Angaben zum Patientenkollektiv 1999
         
         
            
            Angaben zum Patientenkollektiv 1999
            
            Im Jahre 1999 waren auf der Dualstation 149 Eintritte 
               			 (71 % Männer, 29 % Frauen) zu verzeichnen, mit 
               			 einem Durchschnittsalter von 32 Jahren. 41 % waren Erstaufnahmen. 
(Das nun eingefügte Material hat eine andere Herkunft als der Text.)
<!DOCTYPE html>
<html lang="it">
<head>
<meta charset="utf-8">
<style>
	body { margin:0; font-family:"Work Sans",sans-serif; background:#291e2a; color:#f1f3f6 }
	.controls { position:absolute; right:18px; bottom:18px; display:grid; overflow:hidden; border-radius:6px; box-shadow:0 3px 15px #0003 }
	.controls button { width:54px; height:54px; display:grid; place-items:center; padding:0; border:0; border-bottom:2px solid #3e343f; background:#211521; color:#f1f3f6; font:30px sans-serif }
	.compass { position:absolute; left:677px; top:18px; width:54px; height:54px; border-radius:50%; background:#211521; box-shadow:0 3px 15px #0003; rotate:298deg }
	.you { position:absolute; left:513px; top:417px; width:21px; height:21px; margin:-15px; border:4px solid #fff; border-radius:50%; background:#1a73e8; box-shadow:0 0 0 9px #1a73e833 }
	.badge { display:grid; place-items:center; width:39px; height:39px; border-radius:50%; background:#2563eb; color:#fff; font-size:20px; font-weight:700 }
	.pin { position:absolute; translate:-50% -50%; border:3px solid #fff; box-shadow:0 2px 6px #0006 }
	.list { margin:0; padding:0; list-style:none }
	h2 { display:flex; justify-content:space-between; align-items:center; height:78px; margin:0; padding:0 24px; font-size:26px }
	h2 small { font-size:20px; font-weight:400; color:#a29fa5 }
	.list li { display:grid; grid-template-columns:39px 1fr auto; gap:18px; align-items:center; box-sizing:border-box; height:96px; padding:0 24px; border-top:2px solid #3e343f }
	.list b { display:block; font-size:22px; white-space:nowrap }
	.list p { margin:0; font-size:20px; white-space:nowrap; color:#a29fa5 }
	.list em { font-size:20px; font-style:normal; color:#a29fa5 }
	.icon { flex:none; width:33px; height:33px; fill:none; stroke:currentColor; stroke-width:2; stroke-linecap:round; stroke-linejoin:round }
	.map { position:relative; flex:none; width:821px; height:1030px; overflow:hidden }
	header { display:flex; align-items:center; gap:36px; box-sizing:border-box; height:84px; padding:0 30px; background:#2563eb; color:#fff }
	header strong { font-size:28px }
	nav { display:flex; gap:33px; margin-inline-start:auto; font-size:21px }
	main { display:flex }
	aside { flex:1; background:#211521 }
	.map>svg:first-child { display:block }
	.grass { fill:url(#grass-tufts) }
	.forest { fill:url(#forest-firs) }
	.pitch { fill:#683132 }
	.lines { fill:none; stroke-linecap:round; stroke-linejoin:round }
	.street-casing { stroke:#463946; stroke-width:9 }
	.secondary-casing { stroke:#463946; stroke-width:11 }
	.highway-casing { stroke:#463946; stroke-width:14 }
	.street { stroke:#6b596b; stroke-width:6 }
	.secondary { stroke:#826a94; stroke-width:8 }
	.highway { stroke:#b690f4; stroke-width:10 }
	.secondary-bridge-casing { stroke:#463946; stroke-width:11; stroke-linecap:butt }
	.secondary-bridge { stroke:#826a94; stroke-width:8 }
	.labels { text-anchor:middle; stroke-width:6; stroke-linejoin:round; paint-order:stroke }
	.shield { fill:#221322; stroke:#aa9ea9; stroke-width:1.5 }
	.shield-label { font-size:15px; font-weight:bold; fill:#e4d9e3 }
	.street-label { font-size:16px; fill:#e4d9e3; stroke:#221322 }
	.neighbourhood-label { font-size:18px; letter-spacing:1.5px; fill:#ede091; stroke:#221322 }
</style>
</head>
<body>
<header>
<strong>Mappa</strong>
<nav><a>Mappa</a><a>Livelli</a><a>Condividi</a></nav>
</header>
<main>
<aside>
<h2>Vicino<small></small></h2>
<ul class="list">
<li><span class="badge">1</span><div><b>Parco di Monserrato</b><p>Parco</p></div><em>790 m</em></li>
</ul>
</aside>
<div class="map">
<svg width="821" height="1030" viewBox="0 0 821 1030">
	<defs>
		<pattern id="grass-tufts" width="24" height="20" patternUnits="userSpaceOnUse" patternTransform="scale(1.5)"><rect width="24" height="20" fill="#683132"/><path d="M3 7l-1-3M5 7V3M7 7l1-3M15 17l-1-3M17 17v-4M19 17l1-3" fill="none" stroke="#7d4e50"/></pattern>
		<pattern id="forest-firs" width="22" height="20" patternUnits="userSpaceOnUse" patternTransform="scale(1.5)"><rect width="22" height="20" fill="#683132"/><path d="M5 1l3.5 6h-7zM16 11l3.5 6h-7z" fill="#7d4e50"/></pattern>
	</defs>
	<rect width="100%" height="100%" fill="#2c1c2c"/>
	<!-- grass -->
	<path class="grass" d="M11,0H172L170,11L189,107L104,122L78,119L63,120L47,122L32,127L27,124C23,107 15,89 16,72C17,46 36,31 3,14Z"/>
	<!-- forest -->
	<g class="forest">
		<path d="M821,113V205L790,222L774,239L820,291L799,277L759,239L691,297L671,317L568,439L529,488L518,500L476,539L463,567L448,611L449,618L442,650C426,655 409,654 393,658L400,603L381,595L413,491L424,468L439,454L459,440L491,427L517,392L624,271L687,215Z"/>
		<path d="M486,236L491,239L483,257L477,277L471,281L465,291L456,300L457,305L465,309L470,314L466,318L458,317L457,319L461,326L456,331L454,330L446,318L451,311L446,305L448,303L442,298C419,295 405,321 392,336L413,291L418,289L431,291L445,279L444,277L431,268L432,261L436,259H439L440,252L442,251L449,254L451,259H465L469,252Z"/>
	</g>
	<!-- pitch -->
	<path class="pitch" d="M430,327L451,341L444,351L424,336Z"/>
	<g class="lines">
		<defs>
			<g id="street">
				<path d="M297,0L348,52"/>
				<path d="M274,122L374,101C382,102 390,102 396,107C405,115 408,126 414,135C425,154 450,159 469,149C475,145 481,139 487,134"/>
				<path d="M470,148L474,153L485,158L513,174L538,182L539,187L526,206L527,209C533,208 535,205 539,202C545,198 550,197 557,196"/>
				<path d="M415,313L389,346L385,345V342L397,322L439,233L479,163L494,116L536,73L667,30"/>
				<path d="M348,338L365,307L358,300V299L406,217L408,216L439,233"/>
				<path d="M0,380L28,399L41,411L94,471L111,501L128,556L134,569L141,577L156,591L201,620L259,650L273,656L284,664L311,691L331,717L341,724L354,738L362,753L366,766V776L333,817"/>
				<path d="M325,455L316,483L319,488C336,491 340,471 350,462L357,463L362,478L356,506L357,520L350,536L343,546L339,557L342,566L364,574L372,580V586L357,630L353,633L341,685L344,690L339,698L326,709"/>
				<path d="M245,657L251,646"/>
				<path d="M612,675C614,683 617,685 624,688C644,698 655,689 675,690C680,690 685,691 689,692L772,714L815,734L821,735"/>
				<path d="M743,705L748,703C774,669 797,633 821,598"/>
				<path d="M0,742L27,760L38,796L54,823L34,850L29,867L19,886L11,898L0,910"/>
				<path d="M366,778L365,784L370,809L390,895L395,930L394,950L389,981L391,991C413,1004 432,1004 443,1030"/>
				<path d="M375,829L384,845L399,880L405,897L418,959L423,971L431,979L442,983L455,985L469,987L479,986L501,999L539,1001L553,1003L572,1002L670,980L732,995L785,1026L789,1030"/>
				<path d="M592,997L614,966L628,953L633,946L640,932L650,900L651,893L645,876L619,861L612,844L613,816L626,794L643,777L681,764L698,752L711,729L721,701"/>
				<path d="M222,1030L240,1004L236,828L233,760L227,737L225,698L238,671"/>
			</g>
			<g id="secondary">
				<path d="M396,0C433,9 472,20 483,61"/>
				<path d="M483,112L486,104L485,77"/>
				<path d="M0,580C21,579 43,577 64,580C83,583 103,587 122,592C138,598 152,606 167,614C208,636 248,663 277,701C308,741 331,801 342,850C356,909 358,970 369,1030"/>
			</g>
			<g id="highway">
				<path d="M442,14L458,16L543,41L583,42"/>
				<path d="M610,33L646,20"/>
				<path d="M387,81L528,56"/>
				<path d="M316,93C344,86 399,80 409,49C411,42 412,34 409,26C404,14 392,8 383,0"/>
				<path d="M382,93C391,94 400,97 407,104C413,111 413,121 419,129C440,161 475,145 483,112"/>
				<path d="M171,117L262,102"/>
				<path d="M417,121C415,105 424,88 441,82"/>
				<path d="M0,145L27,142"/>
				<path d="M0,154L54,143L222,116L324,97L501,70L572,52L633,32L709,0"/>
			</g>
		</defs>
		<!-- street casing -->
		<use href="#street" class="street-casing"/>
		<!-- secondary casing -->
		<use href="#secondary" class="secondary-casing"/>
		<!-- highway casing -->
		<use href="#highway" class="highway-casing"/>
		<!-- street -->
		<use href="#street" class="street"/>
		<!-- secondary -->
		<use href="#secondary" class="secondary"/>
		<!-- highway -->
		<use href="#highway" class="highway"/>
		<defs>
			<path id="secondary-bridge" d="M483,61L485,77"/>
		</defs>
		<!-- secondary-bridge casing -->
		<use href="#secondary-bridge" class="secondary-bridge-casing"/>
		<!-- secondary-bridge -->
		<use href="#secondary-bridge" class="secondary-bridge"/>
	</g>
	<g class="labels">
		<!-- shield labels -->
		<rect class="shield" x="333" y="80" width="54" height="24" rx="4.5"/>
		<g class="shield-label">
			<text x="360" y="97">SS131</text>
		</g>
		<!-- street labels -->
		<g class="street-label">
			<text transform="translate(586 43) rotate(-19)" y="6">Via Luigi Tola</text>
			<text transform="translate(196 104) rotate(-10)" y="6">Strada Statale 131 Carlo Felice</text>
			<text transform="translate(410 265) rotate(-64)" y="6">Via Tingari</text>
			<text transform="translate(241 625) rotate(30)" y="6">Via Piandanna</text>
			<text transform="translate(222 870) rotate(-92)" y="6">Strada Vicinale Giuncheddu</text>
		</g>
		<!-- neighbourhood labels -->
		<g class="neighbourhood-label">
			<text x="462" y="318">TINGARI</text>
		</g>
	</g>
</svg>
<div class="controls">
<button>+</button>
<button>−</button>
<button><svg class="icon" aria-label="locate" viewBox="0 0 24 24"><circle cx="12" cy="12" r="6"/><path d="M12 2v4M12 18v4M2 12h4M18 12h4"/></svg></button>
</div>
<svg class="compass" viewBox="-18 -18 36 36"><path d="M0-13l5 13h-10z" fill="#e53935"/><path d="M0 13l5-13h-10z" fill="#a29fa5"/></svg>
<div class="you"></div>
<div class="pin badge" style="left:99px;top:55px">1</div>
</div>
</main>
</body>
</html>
               			 Die durchschnittliche Aufenthaltsdauer betrug 27 Tage, wobei 30 % 
               			 der PatientInnen weniger als 10 Tage und nur 4 % länger als 
               			 3 Monate verblieben.
            
            
            Bei ca. 1/5 der Aufnahmen wurde nur eine Suchtdiagnose 
               			 (ICD-10-F1-Diagnose) gestellt. Als komorbide psychische Störung wurde bei 
               			 15 % eine Störung aus dem schizophrenen Formenkreis (F2), 
               			 bei 25 % eine affektive Störung (F3), bei 34 % 
               			 eine Persönlichkeitsstörung (F6) diagnostiziert. Die 
               			 überwiegende Mehrzahl der Patienten/Patientinnen erfüllten die 
               			 Kriterien des multiplen Substanzkonsums, wobei 78 % bei Eintritt 
               			 mit Methadon substituiert waren.
            
            
            Der Austritt erfolgte bei knapp der Hälfte 
               			 planmäßig. Ca. 70 % der Behandelten wurden in eine 
               			 ambulante Nachbehandlung, 9 % in eine stationäre 
               			 therapeutische Wohngemeinschaft, 12 % in ein betreutes Wohnheim 
               			 überwiesen. Unmittelbar nach Austritt waren nur 8 % der 
               			 Ausgetretenen voll oder teilweise erwerbstätig; 31 % waren 
               			 arbeitslos, 60 % nicht erwerbsfähig. Einem Teil von ihnen 
               			 konnte eine geschützte Arbeitsmöglichkeit vermittelt werden. Die 
               			 systematische Bewertung mittels Clinical Global Impression ergab, dass der 
               			 Zustand von 31 % der Ausgetretenen als sehr viel oder viel besser 
               			 eingeschätzt wurde; 42 % zeigten geringe Besserung, 
               			 26 % (Entwichene und durch die Klinik Entlassene) verließen 
               			 die Station unverbessert. Wie unsere Evaluation ergab, wurden 
               			 überraschenderweise vor allem bei Doppeldiagnosepatienten mit affektiven 
               			 Störungen die schlechteste Therapiecompliance und die am wenigsten 
               			 befriedigenden Resultate festgestellt.
            
             
         
            
Schlussbemerkungen
         
         
            
            Schlussbemerkungen
            
            Die Behandlung von Dualpatienten bleibt trotz umfassendem 
               			 Behandlungskonzept sehr schwierig. Es hat sich gezeigt, dass es möglich 
               			 ist und vorteilhaft sein kann, auf der gleichen Station den Entzug, die 
               			 Behandlung der akuten psychischen Störung und auch die weiterführende 
               			 Therapie durchzuführen. Dies stellt aber sowohl an die Patienten als auch 
               			 ans Team hohe Anforderungen, die zuweilen auch in Überforderung 
               			 münden können. Den fortgeschrittenen Patienten/Patientinnen 
               			 bietet die Auseinandersetzung mit den Rückfällen und 
               			 Behandlungsabbrüchen der Patienten in früheren Behandlungsphasen ein 
               			 Übungsfeld in geschütztem Rahmen. Der gemeinsame Behandlungsansatz 
               			 von Sucht und anderen psychischen Störungen führt dazu, dass es im 
               			 Behandlungsteam gegenüber der Suchtdiagnose weniger zu Abwehrreflexen 
               			 kommt, sondern diese den gleichen Stellenwert hat wie andere Diagnosen. 
               			 Vielmehr ist die Sucht das verbindende Element in der sonst sehr heterogenen 
               			 Patientengruppe. Durch den Aufbau der Dualstation in den letzten 7 Jahren und
               
               			 die damit verbundene Öffentlichkeitsarbeit, der Zusammenarbeit mit anderen 
               			 ambulanten und stationären Suchtbehandlungseinrichtungen, konnte eine gute 
               			 Sensibilisierung für diese komplexe Problematik erreicht und letztlich die 
               			 Behandlung der betroffenen Patienten verbessert werden.